Você confia que seu contracheque está sempre correto? O caso de um bombeiro militar no Rio Grande do Norte, que reflete uma situação que pode afetar muitos outros, mostra como um erro de cálculo, aparentemente pequeno, pode gerar um prejuízo financeiro que se acumula por anos. A história revela uma falha sistêmica que acende um alerta sobre a importância de fiscalizar o que é nosso por direito.

1. Efeito bola de neve: como um erro de cálculo se transformou em milhares de reais em prejuízo

A origem do problema remonta à Lei Complementar nº 514/2014, que previa uma série de reajustes salariais. Uma falha crucial ocorreu na aplicação do segundo reajuste, de 8%, em março de 2015. Em vez de aplicar o percentual devido, a Administração Pública utilizou um índice inferior na elaboração da Tabela II de vencimentos, criando uma base de cálculo salarial defasada desde o início. O ponto crucial aqui é que esse erro inicial contaminou toda a cadeia de pagamentos.

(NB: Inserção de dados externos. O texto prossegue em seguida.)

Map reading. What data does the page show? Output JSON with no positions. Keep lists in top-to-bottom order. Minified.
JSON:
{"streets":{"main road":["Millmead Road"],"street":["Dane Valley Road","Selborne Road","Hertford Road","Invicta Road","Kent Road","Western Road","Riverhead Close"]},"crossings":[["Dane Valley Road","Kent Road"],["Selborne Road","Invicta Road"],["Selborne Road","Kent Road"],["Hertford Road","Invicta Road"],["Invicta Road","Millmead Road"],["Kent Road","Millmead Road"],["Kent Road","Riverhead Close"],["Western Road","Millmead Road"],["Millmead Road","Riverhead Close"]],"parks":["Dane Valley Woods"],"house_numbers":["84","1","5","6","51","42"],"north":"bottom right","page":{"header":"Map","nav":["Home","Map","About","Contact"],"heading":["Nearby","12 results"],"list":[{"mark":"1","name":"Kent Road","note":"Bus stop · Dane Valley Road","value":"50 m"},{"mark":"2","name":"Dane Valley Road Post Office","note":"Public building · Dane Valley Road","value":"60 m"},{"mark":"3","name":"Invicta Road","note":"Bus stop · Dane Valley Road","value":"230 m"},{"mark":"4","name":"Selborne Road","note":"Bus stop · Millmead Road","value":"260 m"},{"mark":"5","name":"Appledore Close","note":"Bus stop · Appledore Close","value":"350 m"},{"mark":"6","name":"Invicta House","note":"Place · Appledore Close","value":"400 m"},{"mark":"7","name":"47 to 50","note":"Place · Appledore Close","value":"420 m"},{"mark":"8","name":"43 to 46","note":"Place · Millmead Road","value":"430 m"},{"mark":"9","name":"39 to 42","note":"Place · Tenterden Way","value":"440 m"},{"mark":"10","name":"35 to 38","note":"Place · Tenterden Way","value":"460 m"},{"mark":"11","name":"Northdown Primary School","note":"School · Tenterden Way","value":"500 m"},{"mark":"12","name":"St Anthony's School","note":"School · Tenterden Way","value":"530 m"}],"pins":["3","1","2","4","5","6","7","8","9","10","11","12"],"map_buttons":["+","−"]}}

Isso gerou um devastador “efeito cascata”. As tabelas subsequentes da mesma lei (III e IV) partiram dos valores já incorretos, e leis futuras que concederam novos reajustes (LC nº 657/2019 e LC nº 702/2022) também utilizaram a mesma base defasada. Isso significa que cada novo aumento, por lei, era aplicado sobre um valor que já era menor do que o devido, fazendo com que o prejuízo não apenas continuasse, mas crescesse exponencialmente a cada novo reajuste. O impacto financeiro na vida de um único servidor, por exemplo, chegou a acumular um prejuízo total de R$ 28.056,32.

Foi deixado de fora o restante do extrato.